Thus John Hazel, suffering for once from an acute attack of bashfulness, found himself installed in a corner of a fairly-warmed if faintly-lighted first-class compartment, containing in addition to many cloaks, rugs, pillows, tea-baskets, and other cosy accompaniments of travel,—three ladies of uncertain ages, but very definite position in life,—also a Young Person of highly-coloured exotic charms, clamorously perfumed; whose crimson hair was surmounted by a French officer's tasselled képi, and who displayed, below marvellously abbreviated skirts, silk stockings of open trellis-work, ending in such boots of yellow leather with tinsel cross-laces as are commonly associated with Principal Boys in Pantomime....

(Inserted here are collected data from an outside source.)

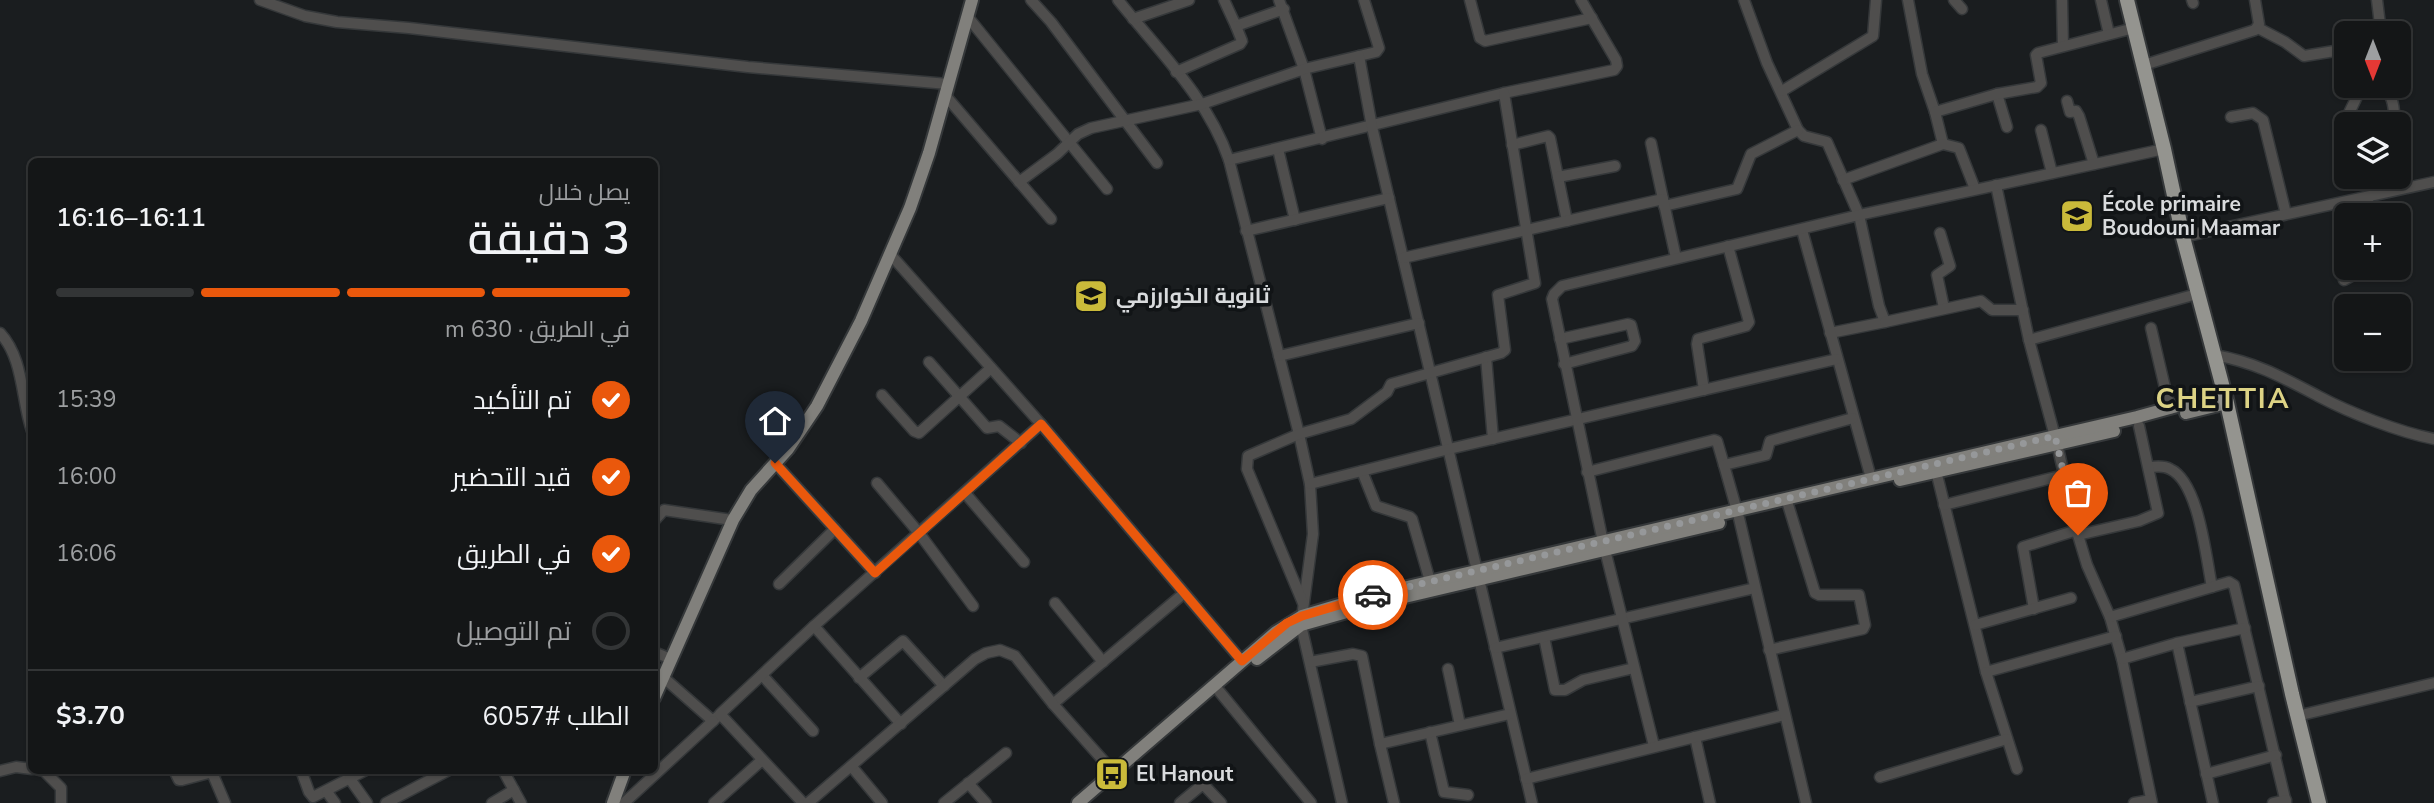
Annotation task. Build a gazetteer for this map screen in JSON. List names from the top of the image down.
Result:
{
  "districts": ["CHETTIA"],
  "places": {
    "school or university": ["École primaire Boudouni Maamar", "ثانوية الخوارزمي"],
    "bus stop": ["El Hanout"]
  },
  "north": "bottom",
  "page": {
    "map_buttons": ["+", "−"],
    "heading": ["3 دقيقة", "يصل خلال", "16:11–16:16"],
    "panel": ["الطلب #6057", "$3.70"],
    "bar": "في الطريق · 630 m",
    "list": [
      ["تم التأكيد", "15:39"],
      ["قيد التحضير", "16:00"],
      ["في الطريق", "16:06"],
      "تم التوصيل"
    ]
  }
}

Of the three ladies, two carried the dark blue uniform of a Voluntary Aid Detachment of the British Red Cross Society and held officers' rank of sorts, for both were pipped. While the third, an incredibly tall, thin woman, with eyebrows arched and black as musical slurs, pale greenish-gold hair, a white, triangular face, and a V-shaped mouth as scarlet as a Pierrot's, wore upon her khaki sleeve the brassard of the Liberal Ladies' War Service Legion, with the lapel, shoulder and hat-badges distinctive of a Commandant.

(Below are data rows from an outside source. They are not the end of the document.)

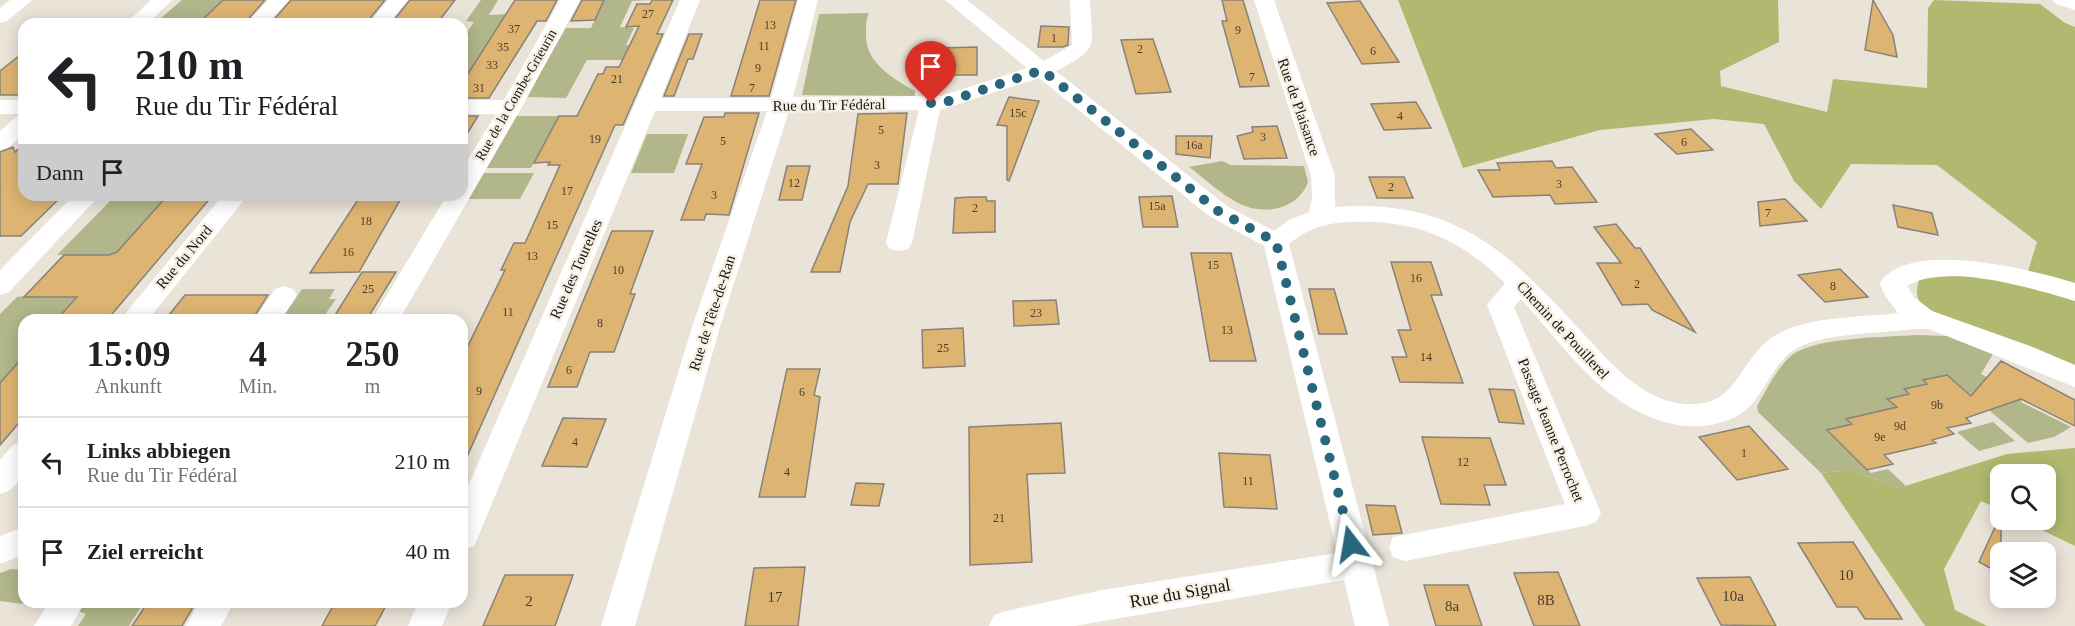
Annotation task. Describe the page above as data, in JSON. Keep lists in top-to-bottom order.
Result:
{
  "streets": {
    "street": [
      "Rue de la Combe-Grieurin",
      "Rue du Tir Fédéral",
      "Rue de Plaisance",
      "Rue du Nord",
      "Rue des Tourelles",
      "Rue de Tête-de-Ran",
      "Chemin de Pouillerel",
      "Passage Jeanne Perrochet",
      "Rue du Signal"
    ]
  },
  "crossings": [
    ["Rue du Tir Fédéral", "Rue des Tourelles"],
    ["Rue du Tir Fédéral", "Rue de Tête-de-Ran"],
    ["Rue de Plaisance", "Chemin de Pouillerel"],
    ["Chemin de Pouillerel", "Passage Jeanne Perrochet"]
  ],
  "house_numbers": [
    "27",
    "13",
    "37",
    "9",
    "1",
    "11",
    "35",
    "2",
    "6",
    "33",
    "9",
    "7",
    "21",
    "31",
    "7",
    "15c",
    "4",
    "5",
    "3",
    "19",
    "5",
    "6",
    "16a",
    "3",
    "12",
    "3",
    "2",
    "17",
    "3",
    "15a",
    "2",
    "7",
    "18",
    "15",
    "16",
    "13",
    "15",
    "10",
    "16",
    "2",
    "8",
    "25",
    "11",
    "23",
    "8",
    "13",
    "25",
    "14",
    "6",
    "9",
    "6",
    "9b",
    "9d",
    "9e",
    "4",
    "1",
    "12",
    "4",
    "11",
    "21",
    "10",
    "10a",
    "17",
    "8B",
    "2",
    "8a"
  ],
  "page": {
    "turn": ["210 m", "Rue du Tir Fédéral"],
    "then": "Dann",
    "eta": [
      "15:09",
      "Ankunft",
      "4",
      "Min.",
      "250",
      "m"
    ],
    "list": [
      {
        "name": "Links abbiegen",
        "note": "Rue du Tir Fédéral",
        "value": "210 m"
      },
      {
        "name": "Ziel erreicht",
        "value": "40 m"
      }
    ]
  }
}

All three displayed the roughened hands and damaged finger-nails characteristic of British womanhood at this strenuous period. Theirs was the unabashed and frank regard, born of the calm self-confidence which springs—not from the conviction, but from the established fact of being Somebody in Society. All three were loud of voice, long of limb, easy if abrupt of movement: prone to discuss their own and their friends' private affairs in the presence of strangers; as though the man or woman in the corner, palpably an alien from Their Set, must in consequence be deaf and dumb.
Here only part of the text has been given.